Question

A pizza place offers 4 different cheeses and 10 different toppings. In how many ways can a pizza be made with 1 cheese and 3 toppings?

Answer 1

480
360
240
120

Answer 2

wow ,not bad -- so many

Answer 3

haha, yes, but whats the answer haha

Answer 4

Just a guess, is it:\[\left(\begin{matrix}4 \\ 1\end{matrix}\right)\left(\begin{matrix}10 \\ 3\end{matrix}\right)\]

Answer 5

yeah, i have no clue.

Answer 6

So that would be the first option.

Answer 7

I just tried something - you can arrange three components in 6 different ways
1, 2, 3
1, 3, 2
2, 1, 3
2, 3, 1
3, 1, 2
3, 2, 1
You would also get this by calculating 3!, which is 3*2*1 = 6

Answer 8

@seraphic_topaz can you write out what one gets from (10 over 3) in concrete formula?

Answer 9

we have 10 choices for topping, we do this three times, you're not supposed to use the same topping three times, I'm sure.

so first you could pick 10 different toppings, the next time you could pick 9 different toppings, and then finally there is 8 to choose from left.
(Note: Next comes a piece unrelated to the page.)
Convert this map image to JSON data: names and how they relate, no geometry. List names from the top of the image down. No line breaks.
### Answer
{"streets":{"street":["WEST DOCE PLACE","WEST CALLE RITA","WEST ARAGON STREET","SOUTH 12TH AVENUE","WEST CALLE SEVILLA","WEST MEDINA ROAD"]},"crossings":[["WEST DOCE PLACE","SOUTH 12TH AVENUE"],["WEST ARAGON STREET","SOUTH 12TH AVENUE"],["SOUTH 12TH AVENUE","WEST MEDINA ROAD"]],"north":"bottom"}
It doesn't matter IN WHICH ORDER you picked them, this is crucial for probabilities.

Answer 10

so there's 10*9*8 different possibilities how the putting of toppings could take place. That's 720. However one combo can also be put together six different ways. so is the 720 all the different ways or just one?

Answer 11

if you have 10 SEPERATE paths, and then in every one of them you get 9 NEW PATHS, I get the feeling that it DOES count EVERY DIFFERENT PROCEEDING.

tomato + onion + salad
would not be the same choice as
onion + salad + tomato

The answer is (720/6) * 4 -> 120*4= __480__.

Answer 12

The formula of \[\left(\begin{matrix}10 \\ 3\end{matrix}\right)\] is 10!/(3!7!)